What is expected: Check each line of the records below for the word "halo" and give the number of lines that have it, with nothing added.

───── Data to examine ─────

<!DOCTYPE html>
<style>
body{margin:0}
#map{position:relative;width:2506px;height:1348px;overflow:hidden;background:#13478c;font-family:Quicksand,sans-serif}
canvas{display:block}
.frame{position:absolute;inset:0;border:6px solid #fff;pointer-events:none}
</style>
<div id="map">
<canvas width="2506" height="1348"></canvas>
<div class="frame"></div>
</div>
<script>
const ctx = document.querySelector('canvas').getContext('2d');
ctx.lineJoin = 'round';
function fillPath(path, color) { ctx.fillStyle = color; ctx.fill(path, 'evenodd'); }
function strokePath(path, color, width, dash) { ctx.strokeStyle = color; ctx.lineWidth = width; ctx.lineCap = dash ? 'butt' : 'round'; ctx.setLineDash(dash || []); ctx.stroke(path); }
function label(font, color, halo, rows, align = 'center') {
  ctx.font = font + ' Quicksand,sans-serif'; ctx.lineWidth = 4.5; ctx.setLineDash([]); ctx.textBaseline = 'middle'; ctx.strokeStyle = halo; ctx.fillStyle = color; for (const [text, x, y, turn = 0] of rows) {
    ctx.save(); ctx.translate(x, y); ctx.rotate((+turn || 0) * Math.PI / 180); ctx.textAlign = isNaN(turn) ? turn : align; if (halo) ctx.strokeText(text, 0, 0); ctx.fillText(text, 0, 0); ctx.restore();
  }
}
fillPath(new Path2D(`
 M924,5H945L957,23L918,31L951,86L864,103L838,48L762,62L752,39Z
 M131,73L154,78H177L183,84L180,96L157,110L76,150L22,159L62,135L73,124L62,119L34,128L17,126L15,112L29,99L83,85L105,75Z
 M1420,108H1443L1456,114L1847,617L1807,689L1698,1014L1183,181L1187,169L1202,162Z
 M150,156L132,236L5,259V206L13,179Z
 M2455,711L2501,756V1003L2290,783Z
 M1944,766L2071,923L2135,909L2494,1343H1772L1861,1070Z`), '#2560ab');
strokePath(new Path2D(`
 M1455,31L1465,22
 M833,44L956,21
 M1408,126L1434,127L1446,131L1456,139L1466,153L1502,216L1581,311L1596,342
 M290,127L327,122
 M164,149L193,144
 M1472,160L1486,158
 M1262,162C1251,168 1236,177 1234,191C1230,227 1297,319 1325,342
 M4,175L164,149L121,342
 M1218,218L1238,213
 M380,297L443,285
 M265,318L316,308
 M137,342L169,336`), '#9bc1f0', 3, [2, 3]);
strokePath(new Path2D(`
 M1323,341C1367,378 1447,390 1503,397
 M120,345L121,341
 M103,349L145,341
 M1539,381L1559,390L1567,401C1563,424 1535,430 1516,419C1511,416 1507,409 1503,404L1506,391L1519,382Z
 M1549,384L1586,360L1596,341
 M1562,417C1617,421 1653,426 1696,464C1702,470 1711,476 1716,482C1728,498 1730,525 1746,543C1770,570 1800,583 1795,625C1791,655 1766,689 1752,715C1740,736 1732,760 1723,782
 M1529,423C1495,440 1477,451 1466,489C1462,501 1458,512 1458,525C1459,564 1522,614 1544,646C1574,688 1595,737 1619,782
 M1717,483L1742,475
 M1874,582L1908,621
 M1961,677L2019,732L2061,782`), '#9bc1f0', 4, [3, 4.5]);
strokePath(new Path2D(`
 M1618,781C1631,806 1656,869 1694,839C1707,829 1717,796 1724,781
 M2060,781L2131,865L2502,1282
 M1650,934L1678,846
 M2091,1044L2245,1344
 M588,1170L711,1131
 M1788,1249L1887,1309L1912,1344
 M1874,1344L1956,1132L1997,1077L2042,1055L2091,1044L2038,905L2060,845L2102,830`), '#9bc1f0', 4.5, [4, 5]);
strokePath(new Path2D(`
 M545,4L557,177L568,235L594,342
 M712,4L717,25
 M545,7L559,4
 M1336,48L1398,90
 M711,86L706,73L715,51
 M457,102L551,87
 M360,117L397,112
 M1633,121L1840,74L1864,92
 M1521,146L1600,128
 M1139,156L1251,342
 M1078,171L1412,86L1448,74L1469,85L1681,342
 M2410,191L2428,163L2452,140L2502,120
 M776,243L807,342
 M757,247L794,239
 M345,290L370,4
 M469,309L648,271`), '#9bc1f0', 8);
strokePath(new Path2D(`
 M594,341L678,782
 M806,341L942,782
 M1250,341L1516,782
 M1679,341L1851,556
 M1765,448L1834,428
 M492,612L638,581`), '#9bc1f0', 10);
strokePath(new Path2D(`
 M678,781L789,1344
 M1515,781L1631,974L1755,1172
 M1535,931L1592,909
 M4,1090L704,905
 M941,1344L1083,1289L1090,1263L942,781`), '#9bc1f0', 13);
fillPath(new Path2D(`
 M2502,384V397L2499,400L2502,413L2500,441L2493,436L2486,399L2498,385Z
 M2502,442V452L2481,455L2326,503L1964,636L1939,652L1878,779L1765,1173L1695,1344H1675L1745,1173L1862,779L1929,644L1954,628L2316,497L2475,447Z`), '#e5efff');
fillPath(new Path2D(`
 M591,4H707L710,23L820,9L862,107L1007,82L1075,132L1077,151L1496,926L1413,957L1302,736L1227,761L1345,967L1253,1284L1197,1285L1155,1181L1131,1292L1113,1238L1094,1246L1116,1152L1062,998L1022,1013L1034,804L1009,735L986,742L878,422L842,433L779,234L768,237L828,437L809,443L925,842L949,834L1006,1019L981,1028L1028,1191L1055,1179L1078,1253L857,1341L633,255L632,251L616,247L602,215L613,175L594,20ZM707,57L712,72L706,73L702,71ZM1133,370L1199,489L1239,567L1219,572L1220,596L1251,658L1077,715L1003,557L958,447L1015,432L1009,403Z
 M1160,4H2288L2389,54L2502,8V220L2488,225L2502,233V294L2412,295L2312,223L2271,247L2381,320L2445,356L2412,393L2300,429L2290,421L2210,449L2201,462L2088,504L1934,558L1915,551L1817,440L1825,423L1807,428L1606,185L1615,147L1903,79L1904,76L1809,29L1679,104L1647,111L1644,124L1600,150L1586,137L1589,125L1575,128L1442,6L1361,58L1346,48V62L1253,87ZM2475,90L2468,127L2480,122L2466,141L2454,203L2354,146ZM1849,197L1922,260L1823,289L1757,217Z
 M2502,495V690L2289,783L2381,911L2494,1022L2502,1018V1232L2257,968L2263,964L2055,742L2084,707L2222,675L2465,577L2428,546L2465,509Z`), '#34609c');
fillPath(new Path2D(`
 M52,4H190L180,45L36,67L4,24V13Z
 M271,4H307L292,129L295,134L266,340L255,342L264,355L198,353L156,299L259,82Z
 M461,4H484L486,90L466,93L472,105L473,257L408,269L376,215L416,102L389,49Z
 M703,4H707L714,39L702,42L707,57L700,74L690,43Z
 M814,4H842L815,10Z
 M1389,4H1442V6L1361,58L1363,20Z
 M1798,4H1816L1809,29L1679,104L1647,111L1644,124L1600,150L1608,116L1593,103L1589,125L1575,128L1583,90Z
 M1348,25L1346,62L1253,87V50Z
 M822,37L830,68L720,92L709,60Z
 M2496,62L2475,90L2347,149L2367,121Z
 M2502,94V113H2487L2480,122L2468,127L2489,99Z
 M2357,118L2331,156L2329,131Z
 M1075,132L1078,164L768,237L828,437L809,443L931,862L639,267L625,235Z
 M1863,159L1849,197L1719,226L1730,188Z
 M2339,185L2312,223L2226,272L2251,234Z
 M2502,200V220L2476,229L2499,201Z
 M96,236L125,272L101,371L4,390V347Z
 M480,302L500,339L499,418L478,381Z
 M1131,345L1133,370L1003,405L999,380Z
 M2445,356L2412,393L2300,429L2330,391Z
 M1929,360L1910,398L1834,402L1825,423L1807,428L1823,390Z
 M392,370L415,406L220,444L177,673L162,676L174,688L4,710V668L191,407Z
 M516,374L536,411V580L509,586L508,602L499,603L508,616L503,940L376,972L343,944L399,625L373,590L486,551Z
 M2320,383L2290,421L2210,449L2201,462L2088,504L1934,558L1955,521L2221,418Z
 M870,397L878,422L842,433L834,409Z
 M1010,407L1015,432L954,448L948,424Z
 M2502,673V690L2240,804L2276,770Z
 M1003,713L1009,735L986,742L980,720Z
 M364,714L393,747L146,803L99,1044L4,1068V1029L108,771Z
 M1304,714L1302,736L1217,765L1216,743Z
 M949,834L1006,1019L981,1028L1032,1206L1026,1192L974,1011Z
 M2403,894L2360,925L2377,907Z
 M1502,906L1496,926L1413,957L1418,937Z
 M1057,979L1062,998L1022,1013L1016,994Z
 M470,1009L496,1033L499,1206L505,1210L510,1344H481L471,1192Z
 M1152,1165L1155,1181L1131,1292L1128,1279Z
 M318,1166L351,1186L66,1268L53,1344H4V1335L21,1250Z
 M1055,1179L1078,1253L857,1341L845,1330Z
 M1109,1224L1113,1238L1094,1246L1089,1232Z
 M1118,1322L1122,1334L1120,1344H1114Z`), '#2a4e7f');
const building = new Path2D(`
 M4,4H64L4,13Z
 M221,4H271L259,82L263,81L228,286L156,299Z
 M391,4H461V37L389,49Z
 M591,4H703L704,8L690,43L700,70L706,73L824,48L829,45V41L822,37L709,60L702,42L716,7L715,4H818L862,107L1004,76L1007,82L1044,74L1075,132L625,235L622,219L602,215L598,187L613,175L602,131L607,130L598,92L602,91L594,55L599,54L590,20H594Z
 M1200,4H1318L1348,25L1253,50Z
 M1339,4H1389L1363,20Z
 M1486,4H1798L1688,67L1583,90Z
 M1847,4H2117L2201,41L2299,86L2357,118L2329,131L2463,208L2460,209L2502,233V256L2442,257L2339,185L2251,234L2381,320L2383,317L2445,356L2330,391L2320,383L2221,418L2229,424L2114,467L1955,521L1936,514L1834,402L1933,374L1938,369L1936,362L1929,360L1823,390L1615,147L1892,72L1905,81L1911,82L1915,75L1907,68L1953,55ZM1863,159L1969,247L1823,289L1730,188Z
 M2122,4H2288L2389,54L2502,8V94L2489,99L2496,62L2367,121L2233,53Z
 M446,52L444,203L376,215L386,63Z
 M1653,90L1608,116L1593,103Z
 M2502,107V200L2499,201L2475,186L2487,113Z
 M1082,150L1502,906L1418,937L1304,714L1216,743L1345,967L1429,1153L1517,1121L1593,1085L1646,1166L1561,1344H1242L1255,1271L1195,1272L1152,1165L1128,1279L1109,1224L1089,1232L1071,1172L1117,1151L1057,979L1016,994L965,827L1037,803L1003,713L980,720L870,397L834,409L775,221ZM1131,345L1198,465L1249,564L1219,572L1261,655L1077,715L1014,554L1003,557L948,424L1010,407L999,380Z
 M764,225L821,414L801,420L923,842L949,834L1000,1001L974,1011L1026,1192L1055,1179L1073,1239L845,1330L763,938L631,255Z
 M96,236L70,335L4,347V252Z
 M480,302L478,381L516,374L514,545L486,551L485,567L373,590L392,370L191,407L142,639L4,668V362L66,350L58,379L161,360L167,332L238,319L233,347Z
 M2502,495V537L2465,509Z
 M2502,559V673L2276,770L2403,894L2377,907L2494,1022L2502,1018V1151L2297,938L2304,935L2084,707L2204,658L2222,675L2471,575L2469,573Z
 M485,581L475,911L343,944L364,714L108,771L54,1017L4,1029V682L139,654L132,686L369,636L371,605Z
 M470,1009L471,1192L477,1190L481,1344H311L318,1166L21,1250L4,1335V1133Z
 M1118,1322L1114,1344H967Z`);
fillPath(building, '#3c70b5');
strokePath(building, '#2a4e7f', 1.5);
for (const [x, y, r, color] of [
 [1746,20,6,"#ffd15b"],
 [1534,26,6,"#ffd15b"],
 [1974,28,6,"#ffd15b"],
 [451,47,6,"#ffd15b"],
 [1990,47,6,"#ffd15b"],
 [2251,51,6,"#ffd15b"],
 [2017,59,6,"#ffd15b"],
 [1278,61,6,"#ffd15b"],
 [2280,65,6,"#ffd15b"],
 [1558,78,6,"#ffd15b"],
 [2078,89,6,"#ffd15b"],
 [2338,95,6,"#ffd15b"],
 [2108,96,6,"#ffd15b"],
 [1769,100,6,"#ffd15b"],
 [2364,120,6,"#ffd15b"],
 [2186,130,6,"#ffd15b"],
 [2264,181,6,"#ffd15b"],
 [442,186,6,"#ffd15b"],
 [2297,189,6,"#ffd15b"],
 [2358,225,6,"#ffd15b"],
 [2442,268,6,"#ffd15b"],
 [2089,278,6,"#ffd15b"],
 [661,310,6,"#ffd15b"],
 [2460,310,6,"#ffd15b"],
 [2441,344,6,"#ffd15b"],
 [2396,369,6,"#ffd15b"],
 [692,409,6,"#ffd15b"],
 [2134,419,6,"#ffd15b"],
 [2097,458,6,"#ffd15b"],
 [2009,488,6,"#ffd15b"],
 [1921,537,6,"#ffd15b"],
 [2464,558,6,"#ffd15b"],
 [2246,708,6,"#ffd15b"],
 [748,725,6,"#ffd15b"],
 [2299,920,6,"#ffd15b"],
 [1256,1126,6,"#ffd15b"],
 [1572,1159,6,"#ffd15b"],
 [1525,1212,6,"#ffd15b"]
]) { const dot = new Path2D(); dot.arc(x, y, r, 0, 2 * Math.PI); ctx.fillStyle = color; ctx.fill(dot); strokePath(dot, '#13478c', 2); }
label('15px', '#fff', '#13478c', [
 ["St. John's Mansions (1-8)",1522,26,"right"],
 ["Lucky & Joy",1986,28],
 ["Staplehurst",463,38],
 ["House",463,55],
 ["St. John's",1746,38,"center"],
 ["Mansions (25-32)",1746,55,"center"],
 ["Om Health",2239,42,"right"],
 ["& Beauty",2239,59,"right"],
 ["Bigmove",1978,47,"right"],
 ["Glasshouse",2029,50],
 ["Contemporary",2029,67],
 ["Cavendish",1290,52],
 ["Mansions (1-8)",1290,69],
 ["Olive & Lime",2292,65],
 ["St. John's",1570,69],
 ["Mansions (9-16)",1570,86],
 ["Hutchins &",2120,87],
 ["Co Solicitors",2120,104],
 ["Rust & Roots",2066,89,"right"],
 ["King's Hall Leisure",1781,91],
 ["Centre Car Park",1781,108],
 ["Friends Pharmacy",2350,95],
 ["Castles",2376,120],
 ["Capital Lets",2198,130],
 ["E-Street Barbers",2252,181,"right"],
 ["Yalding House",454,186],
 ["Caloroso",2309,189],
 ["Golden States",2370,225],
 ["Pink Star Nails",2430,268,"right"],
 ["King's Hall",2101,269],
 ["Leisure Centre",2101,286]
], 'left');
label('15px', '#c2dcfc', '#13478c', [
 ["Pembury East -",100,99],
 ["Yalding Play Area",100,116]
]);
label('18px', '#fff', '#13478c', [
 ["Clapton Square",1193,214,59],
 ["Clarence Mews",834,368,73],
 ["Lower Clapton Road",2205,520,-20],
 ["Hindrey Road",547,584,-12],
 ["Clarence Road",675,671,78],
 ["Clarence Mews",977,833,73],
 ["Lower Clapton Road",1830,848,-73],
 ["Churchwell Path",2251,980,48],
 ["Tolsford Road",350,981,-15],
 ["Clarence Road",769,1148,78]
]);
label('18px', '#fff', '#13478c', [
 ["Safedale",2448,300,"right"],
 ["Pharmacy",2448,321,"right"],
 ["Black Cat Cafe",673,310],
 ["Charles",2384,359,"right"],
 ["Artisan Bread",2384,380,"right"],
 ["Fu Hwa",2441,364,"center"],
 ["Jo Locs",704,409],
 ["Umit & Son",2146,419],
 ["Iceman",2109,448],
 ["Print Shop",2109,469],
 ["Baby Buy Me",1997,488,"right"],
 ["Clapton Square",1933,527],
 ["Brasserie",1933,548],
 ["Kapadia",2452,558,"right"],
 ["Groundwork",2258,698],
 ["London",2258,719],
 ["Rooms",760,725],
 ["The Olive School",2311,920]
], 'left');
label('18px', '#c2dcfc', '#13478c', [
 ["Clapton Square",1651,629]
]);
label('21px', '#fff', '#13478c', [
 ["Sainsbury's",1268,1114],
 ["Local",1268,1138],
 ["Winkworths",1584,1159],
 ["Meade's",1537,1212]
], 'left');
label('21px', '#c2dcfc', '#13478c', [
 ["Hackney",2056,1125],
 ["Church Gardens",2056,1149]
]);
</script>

─────

Problem solution: 3